Terry Pratchett
Unseen Academicals
Harper, 2009
ISBN 978-0-06-116170-4
Reviewed by Gary McGath

Terry Pratchett's latest novel shows no decline in his writing style. It gives the impression, though, that he knew this could be his last novel, so he threw in as many ideas from his notebooks as he could. It has sports. It has a closer look at Ankh-Morpork's working classes than any of his previous novels. It has a new humanoid species. It has a Romeo and Juliet story, with a real Juliet. It has fashion modeling and a slight whiff of Cyrano de Bergerac. It has the wizards and Rincewind, though mercifully not very much of the latter. It ends four times. All this doesn't fit together quite as well as usual.

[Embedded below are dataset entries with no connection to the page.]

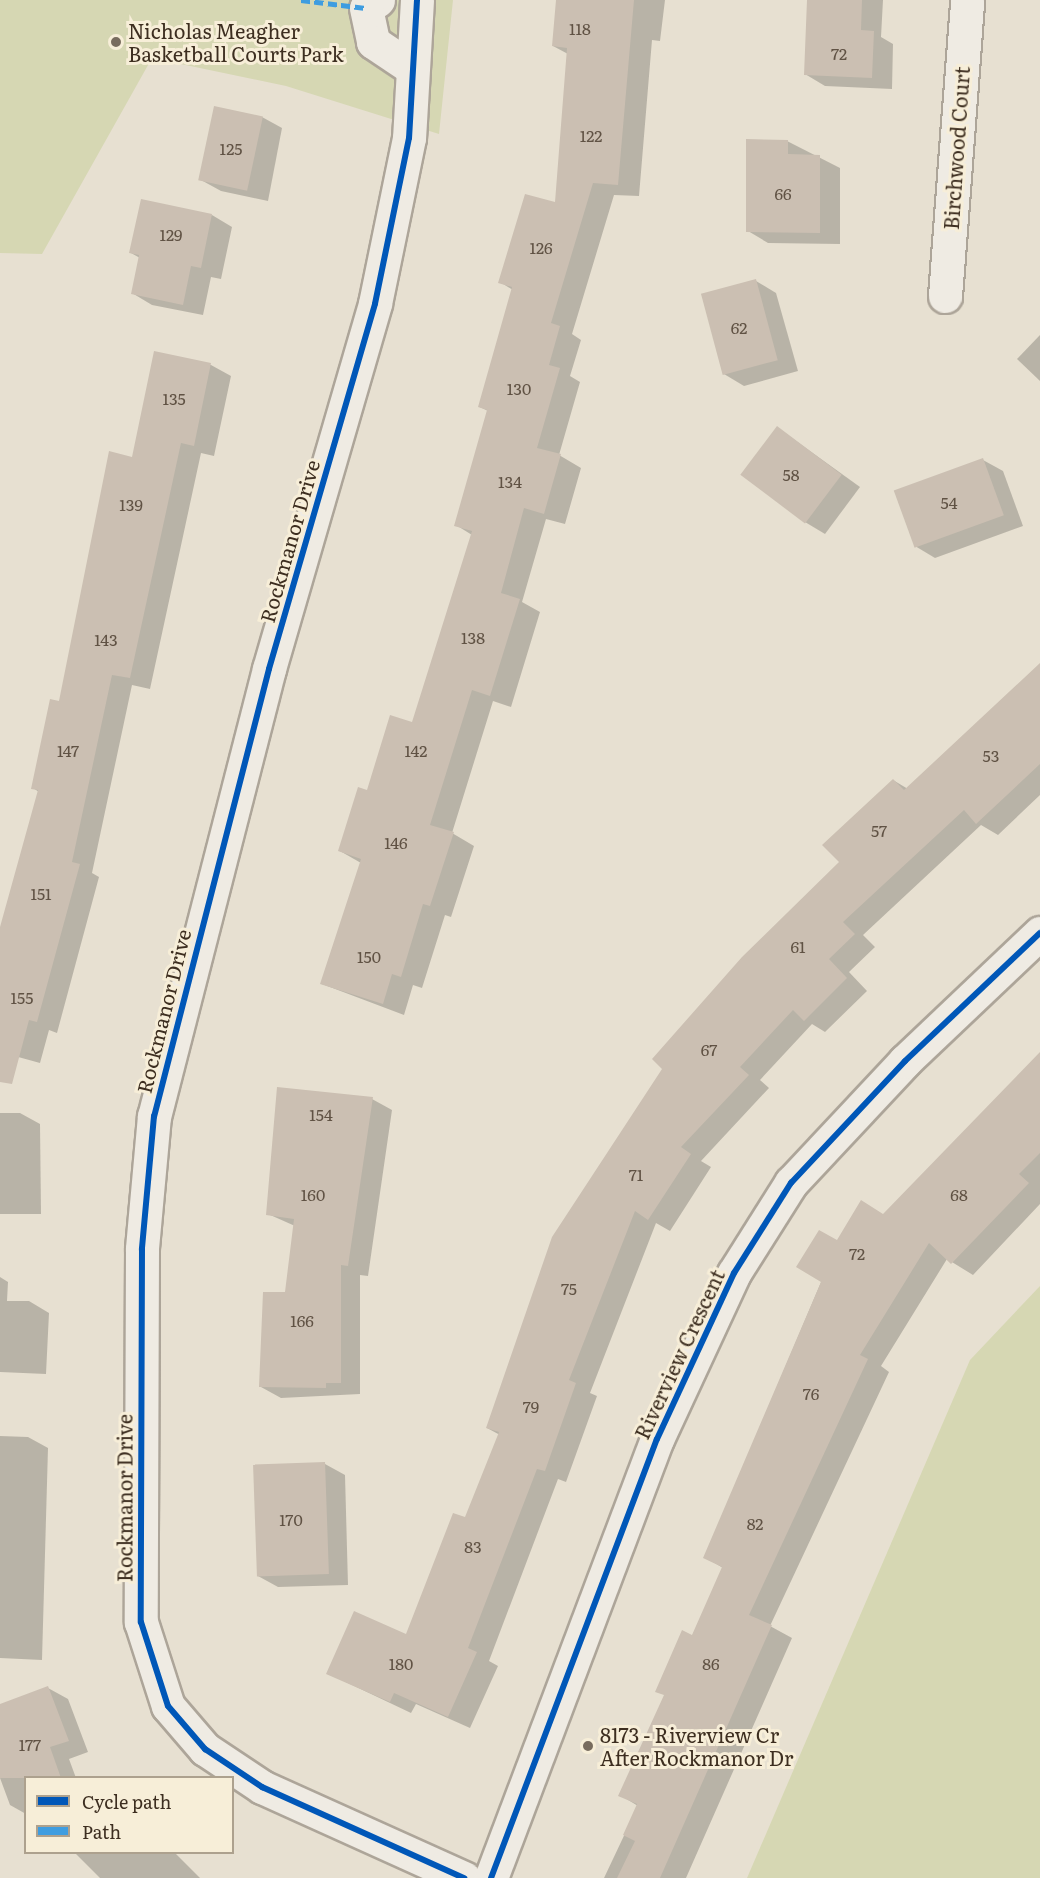 <!DOCTYPE html>
<style>
body{margin:0}
#map{position:relative;width:1040px;height:1878px;overflow:hidden;background:#e7e0d1;font-family:Literata,serif}
div>[style]{position:absolute}
[style*='--x']{left:calc(var(--x)*1px);top:calc(var(--y)*1px);width:calc(var(--w)*1px);rotate:calc(var(--a)*1deg)}
.green>*{inset:0;background:#d6d7b3}
.shadow>*{inset:0;background:#0003}
.building>*{inset:0;background:#cbbfb2;transform-origin:0 0}
.roads{filter:drop-shadow(2px 0 #ada599) drop-shadow(-2px 0 #ada599) drop-shadow(0 2px #ada599) drop-shadow(0 -2px #ada599)}
.minor>*{height:33px;margin:-16.5px;padding:0 16.5px;transform-origin:16.5px;border-radius:16.5px;background:#efebe3}
.quiet>*{height:4.5px;margin-top:-2.25px;transform-origin:0;background:repeating-linear-gradient(90deg,#3f9de0 0 9px,transparent 0 13.5px)}
.cycleway>*{height:6px;margin:-3px;padding:0 3px;transform-origin:3px;border-radius:3px;background:#0057b8}
.dots>*{width:16px;height:16px;translate:-50% -50%;box-sizing:border-box;border:3px solid #f7eed8;border-radius:50%}
span{translate:-50% -50%;white-space:nowrap;text-align:center;line-height:1.15;-webkit-text-stroke:6px #f7eed8;paint-order:stroke}
.number-label{font-size:16px;color:#605244}
.number-label span{-webkit-text-stroke-width:0}
.poi-label{font-size:20px;color:#3d2e20}
.left{translate:0 -50%;text-align:left}
.street-label{font-size:20px;color:#3d2e20}
.legend{position:absolute;left:24px;top:1776px;width:210px;height:78px;box-sizing:border-box;background:#f7eed8;border:2px solid #ada18e;margin:0;padding:8px 10px;list-style:none;font-size:18px;color:#3d2e20}
.legend li{display:flex;align-items:center;gap:12px;height:30px}
.legend b{width:30px;border:2px solid #ada18e}
</style>
<div id="map">
<div class="green">
<div style="clip-path:polygon(0 0,453px 0,439px 134px,286px 86px,152px 58px,42px 254px,0 253px)"></div>
<div style="clip-path:polygon(1040px 1286px,1040px 1878px,747px 1878px,970px 1360px)"></div>
</div>
<div class="shadow">
<div style="clip-path:polygon(558px 0,665px 0,660px 41px,652px 40px,639px 196px,614px 195px,572px 334px,581px 340px,570px 376px,580px 382px,559px 455px,581px 468px,565px 524px,546px 519px,522px 602px,540px 612px,511px 707px,493px 701px,452px 833px,474px 846px,451px 917px,445px 915px,422px 988px,413px 985px,404px 1015px,322px 984px,361px 863px,340px 851px,368px 792px,413px 724px,472px 535px,456px 525px,488px 411px,480px 407px,513px 290px,500px 282px,556px 204px,568px 54px,553px 46px)"></div>
<div style="clip-path:polygon(808px 0,883px 0,881px 37px,893px 44px,892px 89px,825px 86px,805px 74px)"></div>
<div style="clip-path:polygon(262px 117px,282px 128px,268px 201px,221px 191px,201px 180px)"></div>
<div style="clip-path:polygon(787px 141px,840px 168px,840px 244px,768px 243px,748px 231px)"></div>
<div style="clip-path:polygon(212px 215px,232px 227px,221px 279px,211px 277px,203px 315px,152px 305px,132px 293px,140px 258px,131px 253px)"></div>
<div style="clip-path:polygon(756px 281px,776px 293px,798px 371px,744px 386px,724px 374px)"></div>
<div style="clip-path:polygon(1040px 335px,1040px 381px,1017px 359px)"></div>
<div style="clip-path:polygon(155px 353px,211px 365px,231px 376px,214px 456px,201px 453px,150px 689px,132px 685px,92px 873px,99px 877px,57px 1033px,49px 1030px,40px 1063px,0 1052px,0 933px,39px 792px,33px 788px,133px 459px)"></div>
<div style="clip-path:polygon(778px 428px,860px 487px,825px 534px,805px 522px)"></div>
<div style="clip-path:polygon(983px 460px,1003px 471px,1023px 526px,935px 558px,915px 546px)"></div>
<div style="clip-path:polygon(1040px 669px,1040px 795px,998px 835px,981px 825px,863px 935px,875px 947px,849px 972px,867px 991px,825px 1032px,812px 1024px,760px 1080px,769px 1088px,701px 1161px,711px 1167px,670px 1231px,656px 1223px,590px 1393px,597px 1396px,566px 1482px,558px 1479px,489px 1661px,498px 1666px,470px 1728px,416px 1704px,411px 1713px,327px 1673px,406px 1636px,466px 1519px,500px 1435px,487px 1428px,893px 780px,908px 789px)"></div>
<div style="clip-path:polygon(1040px 1055px,1040px 1204px,973px 1275px,947px 1259px,881px 1366px,889px 1372px,770px 1626px,792px 1638px,686px 1878px,604px 1878px,638px 1806px,620px 1795px,723px 1568px,705px 1557px,838px 1242px,883px 1215px)"></div>
<div style="clip-path:polygon(372px 1099px,392px 1110px,368px 1276px,360px 1275px,360px 1394px,281px 1398px,261px 1387px,286px 1294px,295px 1226px,268px 1214px)"></div>
<div style="clip-path:polygon(0 1113px,20px 1113px,40px 1124px,41px 1214px,0 1214px)"></div>
<div style="clip-path:polygon(0 1277px,8px 1282px,7px 1301px,29px 1301px,49px 1313px,46px 1374px,0 1372px)"></div>
<div style="clip-path:polygon(0 1436px,28px 1437px,48px 1448px,42px 1660px,0 1658px)"></div>
<div style="clip-path:polygon(325px 1464px,345px 1475px,348px 1585px,278px 1587px,258px 1576px)"></div>
<div style="clip-path:polygon(48px 1688px,68px 1699px,88px 1752px,69px 1759px,76px 1778px,26px 1778px,26px 1814px,10px 1805px,0 1778px,0 1706px)"></div>
<div style="clip-path:polygon(74px 1852px,174px 1852px,200px 1878px,100px 1878px)"></div>
</div>
<div class="building">
<div style="clip-path:polygon(556px 0,634px 0,618px 185px,593px 183px,551px 323px,560px 326px,549px 365px,560px 368px,537px 448px,561px 454px,544px 514px,524px 508px,501px 593px,520px 599px,490px 696px,472px 690px,430px 825px,454px 832px,430px 906px,423px 904px,401px 977px,392px 974px,383px 1004px,320px 984px,361px 859px,338px 851px,358px 787px,367px 790px,390px 715px,412px 722px,472px 531px,454px 526px,487px 410px,478px 407px,512px 287px,498px 283px,525px 194px,555px 202px,567px 48px,552px 46px)"></div>
<div style="clip-path:polygon(807px 0,862px 0,861px 30px,874px 31px,872px 78px,804px 75px)"></div>
<div style="left:214px;top:106px;width:50px;height:76px;rotate:12deg"></div>
<div style="clip-path:polygon(746px 139px,788px 140px,788px 154px,820px 155px,820px 233px,746px 232px)"></div>
<div style="clip-path:polygon(141px 199px,212px 214px,201px 268px,191px 266px,183px 305px,131px 294px,139px 255px,129px 253px)"></div>
<div style="left:756px;top:279px;width:84px;height:57px;rotate:75deg"></div>
<div style="clip-path:polygon(154px 351px,211px 363px,194px 446px,181px 443px,130px 678px,112px 675px,72px 862px,80px 864px,37px 1022px,29px 1020px,12px 1084px,0 1082px,0 927px,38px 790px,31px 789px,50px 699px,59px 701px,109px 451px,132px 457px)"></div>
<div style="left:777px;top:426px;width:81px;height:61px;rotate:37deg"></div>
<div style="left:983px;top:458px;width:61px;height:95px;rotate:70deg"></div>
<div style="clip-path:polygon(1040px 663px,1040px 764px,976px 824px,964px 810px,843px 922px,855px 934px,829px 959px,847px 978px,804px 1021px,793px 1010px,740px 1067px,749px 1075px,681px 1147px,691px 1154px,648px 1220px,635px 1211px,569px 1380px,576px 1383px,545px 1471px,537px 1469px,468px 1648px,477px 1652px,448px 1717px,394px 1693px,390px 1702px,326px 1674px,354px 1611px,406px 1634px,453px 1513px,465px 1517px,499px 1432px,486px 1428px,552px 1237px,662px 1069px,652px 1059px,742px 957px,839px 862px,822px 845px,893px 779px,904px 790px)"></div>
<div style="clip-path:polygon(1040px 1052px,1040px 1153px,1019px 1174px,1029px 1183px,951px 1264px,929px 1243px,860px 1355px,868px 1359px,749px 1615px,772px 1625px,660px 1878px,617px 1878px,635px 1841px,623px 1835px,637px 1804px,618px 1796px,664px 1695px,655px 1692px,682px 1630px,692px 1635px,722px 1567px,703px 1558px,821px 1282px,796px 1267px,819px 1230px,837px 1240px,861px 1200px,883px 1214px)"></div>
<div style="clip-path:polygon(277px 1087px,373px 1097px,348px 1266px,341px 1265px,341px 1383px,326px 1383px,326px 1388px,259px 1387px,263px 1292px,285px 1292px,294px 1219px,266px 1215px)"></div>
<div style="left:325px;top:1462px;width:112px;height:72px;rotate:88deg"></div>
<div style="clip-path:polygon(48px 1686px,69px 1741px,50px 1747px,61px 1778px,0 1778px,0 1704px)"></div>
</div>
<div class="roads">
<div class="minor">
<div style="--x:378;--y:0;--w:14;--a:146"></div>
<div style="--x:366;--y:8;--w:35;--a:78"></div>
<div style="--x:373;--y:42;--w:45;--a:34"></div>
<div style="--x:417;--y:0;--w:138;--a:93.3"></div>
<div style="--x:409;--y:138;--w:169;--a:101.6"></div>
<div style="--x:375;--y:304;--w:380;--a:106.2"></div>
<div style="--x:269;--y:669;--w:462;--a:104.4"></div>
<div style="--x:154;--y:1116;--w:134;--a:95.2"></div>
<div style="--x:142;--y:1249;--w:373;--a:90.2"></div>
<div style="--x:141;--y:1622;--w:88;--a:72.2"></div>
<div style="--x:168;--y:1706;--w:57;--a:49.3"></div>
<div style="--x:205;--y:1749;--w:69;--a:33.7"></div>
<div style="--x:262;--y:1787;--w:222;--a:24.3"></div>
<div style="--x:945;--y:296;--w:297;--a:-85.7"></div>
<div style="--x:491;--y:1878;--w:469;--a:-69.3"></div>
<div style="--x:657;--y:1439;--w:183;--a:-65.1"></div>
<div style="--x:734;--y:1273;--w:107;--a:-57.7"></div>
<div style="--x:791;--y:1183;--w:167;--a:-46.9"></div>
<div style="--x:905;--y:1061;--w:186;--a:-43.5"></div>
</div>
</div>
<div class="quiet">
<div style="--x:301;--y:0;--w:65;--a:7"></div>
</div>
<div class="cycleway">
<div style="--x:417;--y:0;--w:138;--a:93.3"></div>
<div style="--x:409;--y:138;--w:169;--a:101.6"></div>
<div style="--x:375;--y:304;--w:380;--a:106.2"></div>
<div style="--x:269;--y:669;--w:462;--a:104.4"></div>
<div style="--x:154;--y:1116;--w:134;--a:95.2"></div>
<div style="--x:142;--y:1249;--w:373;--a:90.2"></div>
<div style="--x:141;--y:1622;--w:88;--a:72.2"></div>
<div style="--x:168;--y:1706;--w:57;--a:49.3"></div>
<div style="--x:205;--y:1749;--w:69;--a:33.7"></div>
<div style="--x:262;--y:1787;--w:222;--a:24.3"></div>
<div style="--x:491;--y:1878;--w:469;--a:-69.3"></div>
<div style="--x:657;--y:1439;--w:183;--a:-65.1"></div>
<div style="--x:734;--y:1273;--w:107;--a:-57.7"></div>
<div style="--x:791;--y:1183;--w:167;--a:-46.9"></div>
<div style="--x:905;--y:1061;--w:186;--a:-43.5"></div>
</div>
<div class="dots">
<div style="left:116px;top:42px;background:#786c5e"></div>
<div style="left:588px;top:1746px;background:#786c5e"></div>
</div>
<div class="number-label">
<span style="left:580px;top:28px">118</span>
<span style="left:839px;top:53px">72</span>
<span style="left:591px;top:135px">122</span>
<span style="left:231px;top:148px">125</span>
<span style="left:783px;top:193px">66</span>
<span style="left:171px;top:234px">129</span>
<span style="left:541px;top:247px">126</span>
<span style="left:739px;top:327px">62</span>
<span style="left:519px;top:388px">130</span>
<span style="left:174px;top:398px">135</span>
<span style="left:791px;top:474px">58</span>
<span style="left:510px;top:481px">134</span>
<span style="left:949px;top:502px">54</span>
<span style="left:131px;top:504px">139</span>
<span style="left:473px;top:637px">138</span>
<span style="left:106px;top:639px">143</span>
<span style="left:68px;top:750px">147</span>
<span style="left:416px;top:750px">142</span>
<span style="left:991px;top:755px">53</span>
<span style="left:879px;top:830px">57</span>
<span style="left:396px;top:842px">146</span>
<span style="left:41px;top:893px">151</span>
<span style="left:798px;top:946px">61</span>
<span style="left:369px;top:956px">150</span>
<span style="left:22px;top:997px">155</span>
<span style="left:709px;top:1049px">67</span>
<span style="left:321px;top:1114px">154</span>
<span style="left:636px;top:1174px">71</span>
<span style="left:313px;top:1194px">160</span>
<span style="left:959px;top:1194px">68</span>
<span style="left:857px;top:1253px">72</span>
<span style="left:569px;top:1288px">75</span>
<span style="left:302px;top:1320px">166</span>
<span style="left:811px;top:1393px">76</span>
<span style="left:531px;top:1406px">79</span>
<span style="left:291px;top:1519px">170</span>
<span style="left:755px;top:1523px">82</span>
<span style="left:473px;top:1546px">83</span>
<span style="left:401px;top:1663px">180</span>
<span style="left:711px;top:1663px">86</span>
<span style="left:30px;top:1744px">177</span>
</div>
<div class="poi-label">
<span class="left" style="left:128px;top:42px">Nicholas Meagher<br>Basketball Courts Park</span>
<span class="left" style="left:600px;top:1746px">8173 - Riverview Cr<br>After Rockmanor Dr</span>
</div>
<div class="street-label">
<span style="left:956px;top:148px;rotate:-86deg">Birchwood Court</span>
<span style="left:289px;top:541px;rotate:-74deg">Rockmanor Drive</span>
<span style="left:163px;top:1011px;rotate:-76deg">Rockmanor Drive</span>
<span style="left:679px;top:1354px;rotate:-65deg">Riverview Crescent</span>
<span style="left:124px;top:1498px;rotate:-90deg">Rockmanor Drive</span>
</div>
<ul class="legend">
<li><b style="height:8px;background:#0057b8"></b>Cycle path</li>
<li><b style="height:8px;background:#3f9de0"></b>Path</li>
</ul>
</div>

There are two major plot threads. One concerns the discovery that Unseen University has to hold a foot-the-ball game soon or lose a major bequest. The idea of doing anything athletic is foreign to the university's wizards, but they do their confused best. The other thread concerns Nutt, a goblin descended from the murderous hordes of the Evil Empire. His species is nearly extinct and his ambitions are small, but important people, including Lord Vetinari, have their eye on him, and he becomes involved in the organizing of the team.

Pratchett is addressing Tolkien's orcs, of course. In The Hobbit and Lord of the Rings, goblins or orcs are the literally inhuman forces of the enemy to the east. Tolkien was in World War I and endured the death of most of his close friends. The Allies' waging of the war was backed by a particularly strong campaign to dehumanize the enemy; the German was "the Hun." Orcs stand in nicely for the Hun. All the ones we see are brutal male soldiers; there isn't the slightest hint that there are females or children or that orcs would know what to do with themselves outside a war. Pratchett raises the question of just why the goblins fought for the Evil Empire (it's the same reason any draftees fight) and shows Nutt as the target of intense prejudice.

But he drives the point home with an uncharacteristic sledgehammer. Nutt is a very gentle person who's no threat to anyone unless forced to defend himself. Both his strength and his intelligence are superhuman, and there's no indication that he's unusual for his species. If the Evil Empire's goblins were that smart and strong, it's hard to see how they could have stayed enslaved for long.

Football, at the start of the novel, is an activity played in the streets by poor people, without any clear rules and with a lot of violence. The game which the wizards hope to play is based on the old, complex rules, which haven't been used in many years. I suspect I'd understand a number of points better if I knew more about British football, but the game being described seems to be soccer (or football, as they call it over there) with some bits of rugby thrown in. They need an opposing team, and it's recruited from the street players, who include some of the worst thugs you wouldn't want to meet in the Shades. A disaster waiting to happen, you might think? And how!

There's a puzzle which someone needs to solve. On page 308, a character says to herself, "Don't start wondering about what Mary the bloody housemaid would do in one of those cheap novels you read, because Mary was made up by someone with a name suspiciously like an anagram for people like you." The name in question is Iradne Comb-Buttworthy. It has a lot of anagrams, but I haven't found one yet that's appropriate, either through my own efforts or Web searches.

In the final pages, Pratchett asks the reader three times, "You think it's all over?" before wrapping up all the plot threads and saying "It is now!" Is this, perhaps, a reluctant goodbye?

Bottom line: This is a good Pratchett novel, remarkable for the circumstances under which he wrote it, but not one of his best.